In addition to the five aforementioned IL-2 Rβγ biased assets, two PD-1-targeted compounds utilize CD25-biased strategies in an attempt to further enrich the selectivity toward tumor-reactive CD8 T cells. IBI363 (Figure 3B, f) is composed of a monovalent anti-PD-1 antigen-binding fragment (Fab) with an N-terminal fusion of an attenuated, IL2Rα biased IL-2 variant. The molecule was designed based on the preclinical findings that CD25 engagement in tumor-specific T cells leads to an autocrine IL-2 signaling that promotes potent anti-tumor activity.110 IBI363 is currently being studied in Phase 1/2 and pivotal clinical trials in patients with advanced solid tumors and shows a promising efficacy/tolerability profile. It received two Fast Track designations (FTD) from the FDA for the treatment of melanoma and non-small cell lung cancer (NSCLC). Monotherapy of IBI363 against pembrolizumab is being evaluated in a randomized, multicenter pivotal trial in patients with unresectable, locally advanced mucosal or acral melanoma (NCT06797297).

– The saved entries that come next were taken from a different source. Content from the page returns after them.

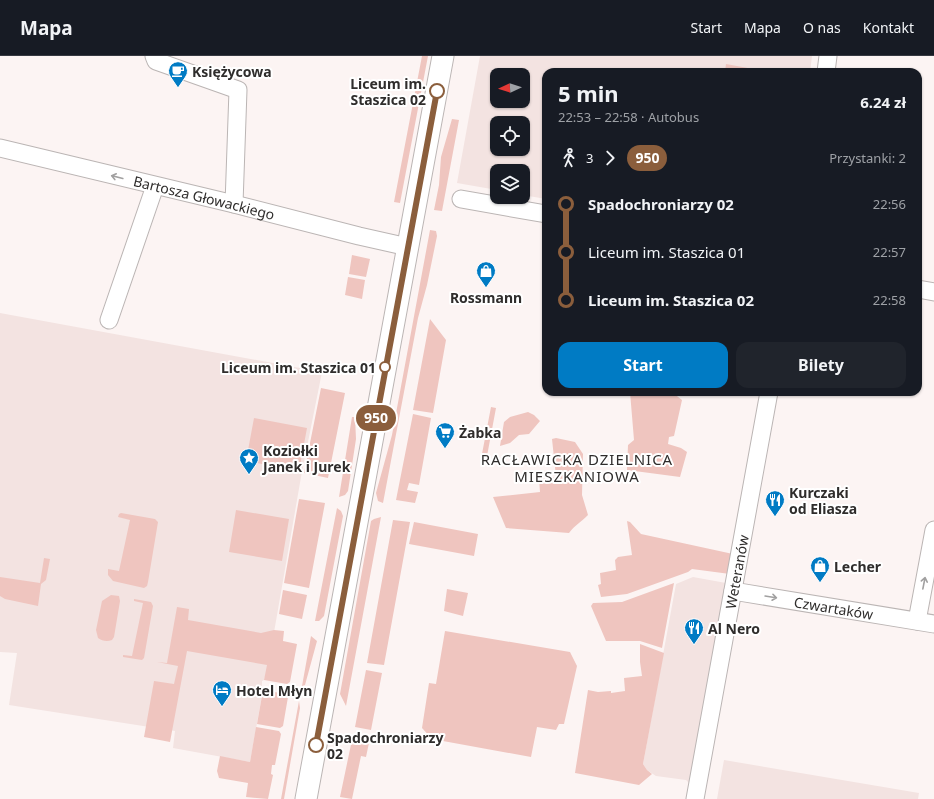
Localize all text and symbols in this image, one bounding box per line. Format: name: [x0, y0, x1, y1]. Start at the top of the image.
text: Mapa: [20, 15, 73, 41]
text: Start: [691, 18, 722, 37]
text: Mapa: [744, 18, 781, 37]
text: O nas: [803, 18, 841, 37]
text: Kontakt: [863, 18, 914, 37]
cafe icon: Księżycowa: [167, 60, 189, 88]
place label: Księżycowa: [192, 62, 272, 81]
north arrow: [490, 68, 530, 108]
map controls: [490, 68, 530, 204]
place label: Liceum im. Staszica 02: [350, 74, 426, 109]
text: 5 min: [558, 78, 619, 108]
marker: Liceum im. Staszica 02: [429, 83, 445, 99]
text: 6.24 zł: [860, 92, 906, 112]
text: 22:53 – 22:58 · Autobus: [558, 108, 699, 126]
button: locate: [490, 116, 530, 156]
icon: walk: [558, 147, 580, 169]
icon: forward: [599, 147, 621, 169]
text: 950: [635, 148, 659, 167]
text: 3: [586, 149, 593, 167]
text: Przystanki: 2: [829, 149, 906, 167]
button: layers: [490, 164, 530, 204]
street label: Bartosza Głowackiego: [132, 171, 277, 224]
one-way arrow: [111, 173, 124, 180]
text: Spadochroniarzy 02: [588, 194, 734, 214]
text: 22:56: [873, 195, 906, 213]
text: Liceum im. Staszica 01: [588, 242, 745, 262]
text: 22:57: [873, 243, 906, 261]
shop icon: Rossmann: [475, 260, 497, 288]
place label: Rossmann: [450, 288, 522, 307]
text: Liceum im. Staszica 02: [588, 290, 754, 310]
text: 22:58: [873, 291, 906, 309]
button: Start: [558, 342, 728, 388]
button: Bilety: [736, 342, 906, 388]
place label: Liceum im. Staszica 01: [221, 358, 376, 377]
marker: Liceum im. Staszica 01: [379, 361, 391, 373]
line badge: 950: [353, 405, 399, 431]
text: 950: [364, 408, 388, 427]
supermarket icon: Żabka: [434, 421, 456, 449]
place label: Żabka: [459, 423, 501, 442]
place label: Koziołki Janek i Jurek: [261, 441, 351, 476]
place icon: Koziołki Janek i Jurek: [238, 447, 260, 475]
district label: RACŁAWICKA DZIELNICA MIESZKANIOWA: [481, 449, 673, 486]
place label: Kurczaki od Eliasza: [789, 483, 857, 518]
restaurant icon: Kurczaki od Eliasza: [764, 489, 786, 517]
street label: Weteranów: [720, 533, 752, 610]
shop icon: Lecher: [809, 555, 831, 583]
place label: Lecher: [834, 557, 882, 576]
one-way arrow: [920, 577, 928, 590]
street label: Czwartaków: [793, 592, 875, 623]
one-way arrow: [764, 594, 777, 602]
restaurant icon: Al Nero: [683, 617, 705, 645]
place label: Al Nero: [708, 619, 760, 638]
hotel icon: Hotel Młyn: [211, 679, 233, 707]
place label: Hotel Młyn: [236, 681, 312, 700]
place label: Spadochroniarzy 02: [327, 728, 443, 763]
marker: Spadochroniarzy 02: [308, 737, 324, 753]

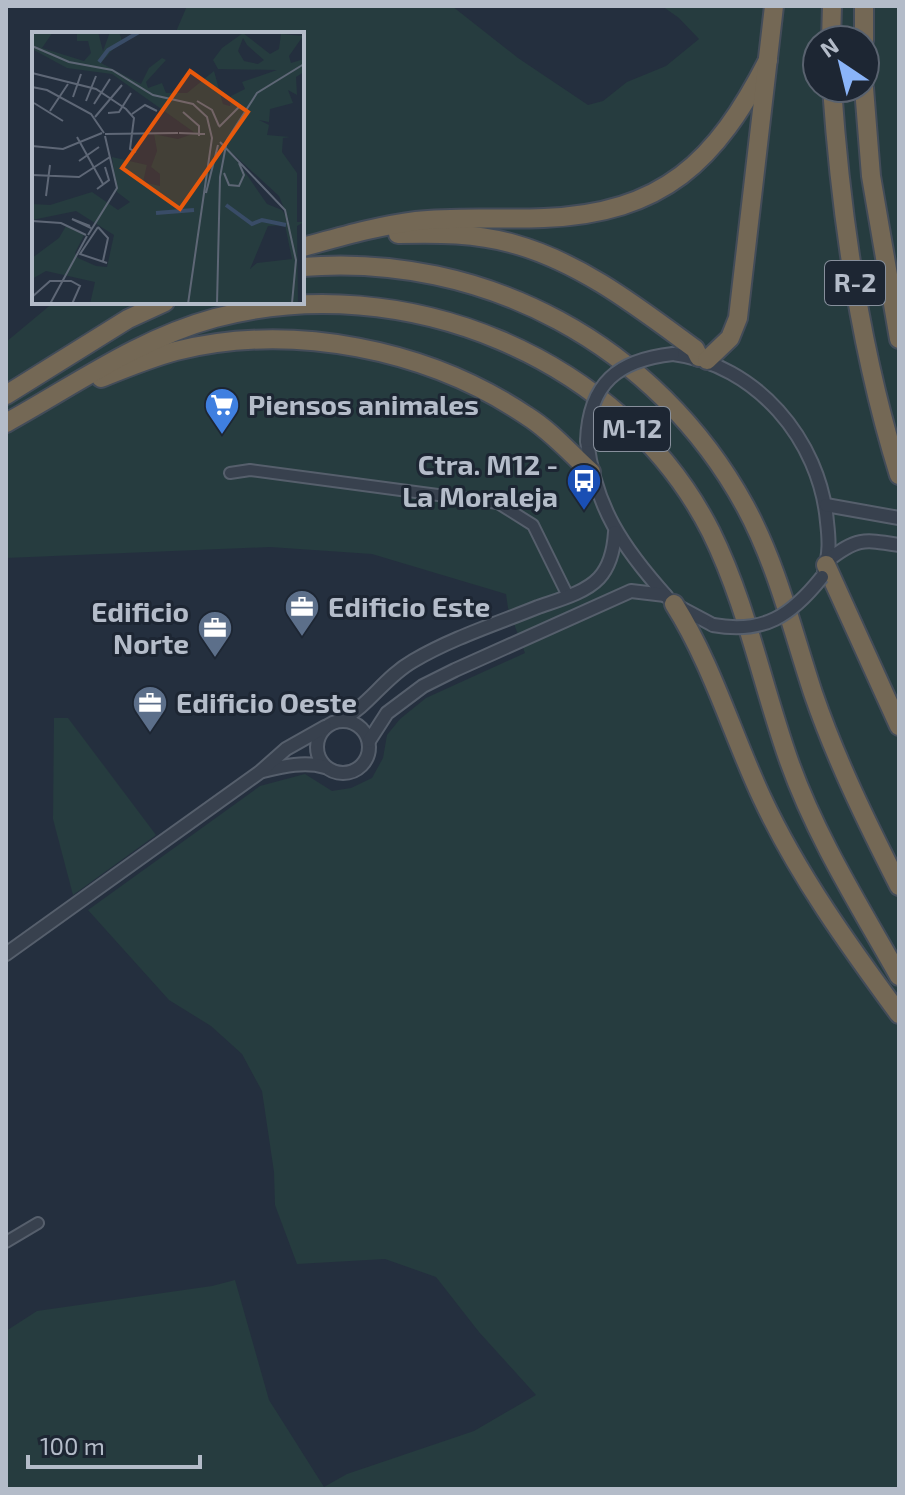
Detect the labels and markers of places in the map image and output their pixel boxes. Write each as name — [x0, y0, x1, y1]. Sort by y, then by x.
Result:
supermarket icon: Piensos animales — [203, 386, 241, 436]
place label: Piensos animales — [248, 387, 479, 421]
place label: Ctra. M12 - La Moraleja — [402, 447, 558, 513]
bus stop icon: Ctra. M12 - La Moraleja — [565, 462, 603, 512]
office icon: Edificio Este — [283, 588, 321, 638]
place label: Edificio Este — [328, 589, 490, 623]
place label: Edificio Norte — [91, 594, 189, 660]
office icon: Edificio Norte — [196, 609, 234, 659]
office icon: Edificio Oeste — [131, 684, 169, 734]
place label: Edificio Oeste — [176, 685, 357, 719]

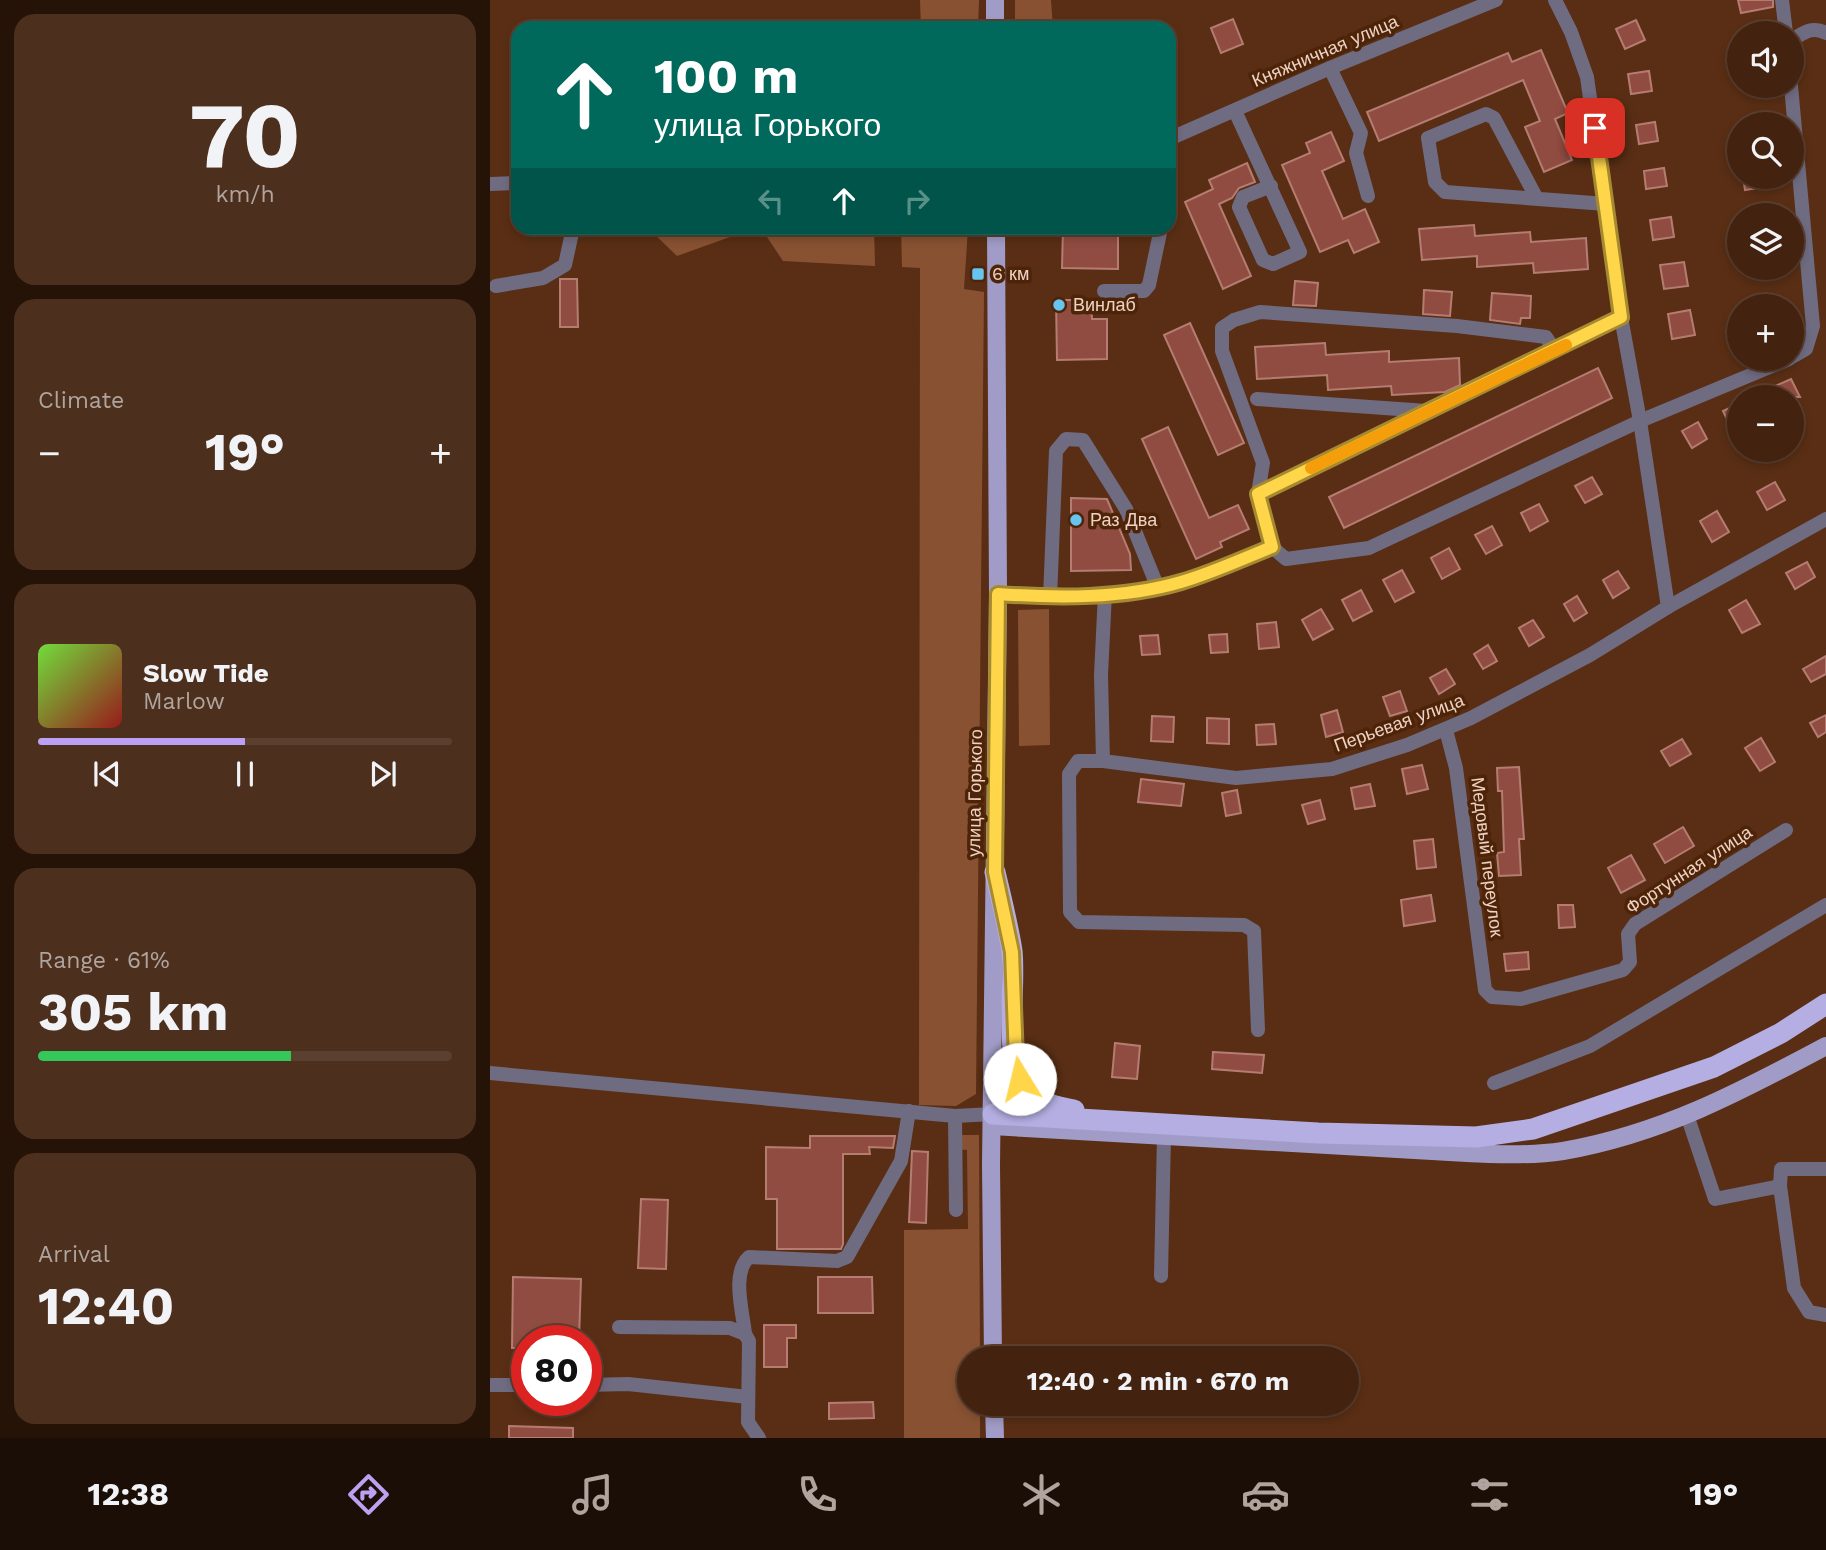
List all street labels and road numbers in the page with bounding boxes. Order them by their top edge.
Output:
street label: Княжничная улица [1248,10,1402,91]
street label: Перьевая улица [1331,689,1468,756]
street label: улица Горького [963,729,986,857]
street label: Медовый переулок [1467,776,1508,938]
street label: Фортунная улица [1622,820,1756,918]

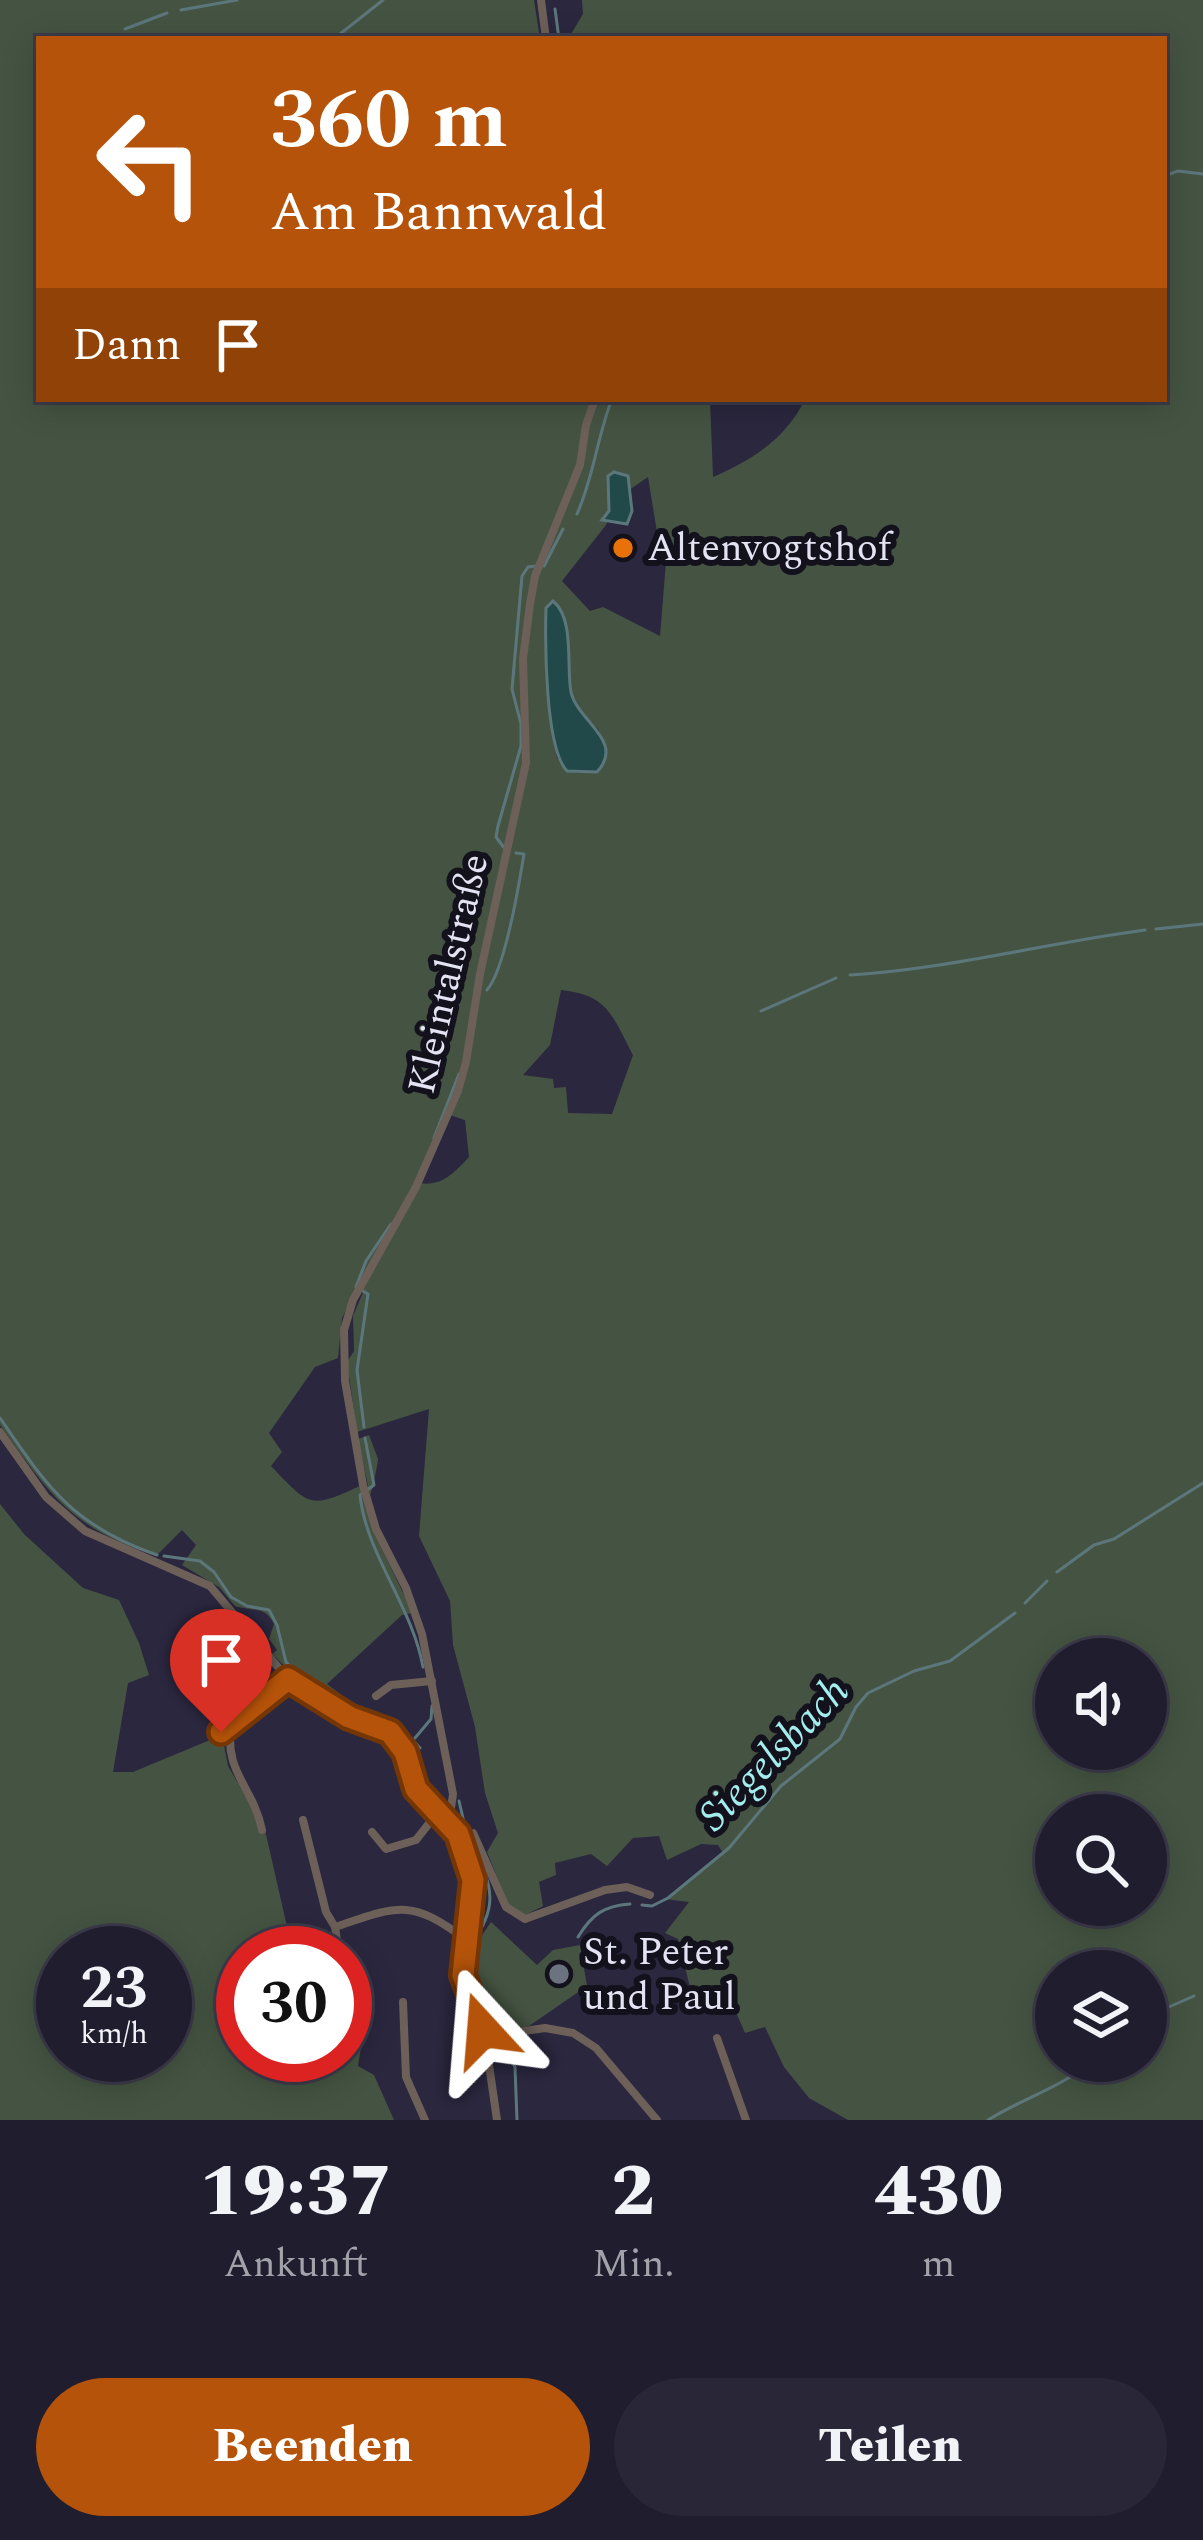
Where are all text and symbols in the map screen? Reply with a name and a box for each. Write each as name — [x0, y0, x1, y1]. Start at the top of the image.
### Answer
text: 360 m — [270, 57, 508, 185]
icon: left — [72, 84, 228, 240]
text: Am Bannwald — [270, 172, 608, 254]
text: Dann — [72, 311, 181, 380]
icon: arrive — [205, 312, 271, 378]
place label: Altenvogtshof — [647, 519, 894, 578]
marker: Altenvogtshof — [610, 535, 636, 561]
street label: Kleintalstraße — [393, 848, 505, 1100]
pin — [170, 1609, 272, 1732]
icon: arrive — [188, 1627, 254, 1693]
map controls — [1035, 1638, 1167, 2082]
button: sound — [1035, 1638, 1167, 1770]
water label: Siegelsbach — [684, 1662, 864, 1846]
button: search — [1035, 1794, 1167, 1926]
place label: St. Peter und Paul — [583, 1923, 736, 2027]
speed limit sign: 30 — [216, 1926, 372, 2082]
text: 23 — [80, 1943, 148, 2035]
button: layers — [1035, 1950, 1167, 2082]
marker: St. Peter und Paul — [546, 1961, 572, 1987]
position arrow — [420, 1967, 546, 2093]
text: km/h — [80, 2011, 148, 2057]
text: 19:37 — [200, 2138, 393, 2247]
text: 2 — [612, 2138, 655, 2247]
text: 430 — [874, 2138, 1003, 2247]
text: Ankunft — [224, 2235, 368, 2294]
text: Min. — [592, 2235, 674, 2294]
text: m — [922, 2235, 955, 2294]
button: Beenden — [36, 2378, 590, 2516]
button: Teilen — [614, 2378, 1167, 2516]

IBI363 recently showed promising efficacy signals in checkpoint inhibitor (CPI)-refractory NSCLC patients (NCT05460767)111 and in immune cold colorectal tumors in combination with bevacizumab, particularly in patients without liver metastases (NCT05460767),112 making it the most advanced PD-1 cis-targeted immunocytokine in the clinic. REGN10597 (Figure 3B,g) also named PD1-IL2Ra-IL2, is a bivalent PD-1-targeted, CD25 receptor-masked IL-2 wt immunocytokine that preferentially delivers IL-2 signals to cells that co-express PD-1 and CD25 compared to unmasked controls.113 REGN10597 is a symmetrical molecule that contains two masked native IL-2 that retain the ability to signal primarily on PD-1+CD25+ cells. In syngeneic tumor models in human PD-1 knock-in mice, REGN10597 demonstrated strong efficacy and a favorable tolerability profile shown via mild body weight loss and pulmonary weight measurements compared to unmasked IL-2.113 The PK, safety, tolerability, and efficacy of REGN10597 are currently being investigated in a Phase 1/2a first-in-human trial in patients with advanced solid tumors (NCT06413680).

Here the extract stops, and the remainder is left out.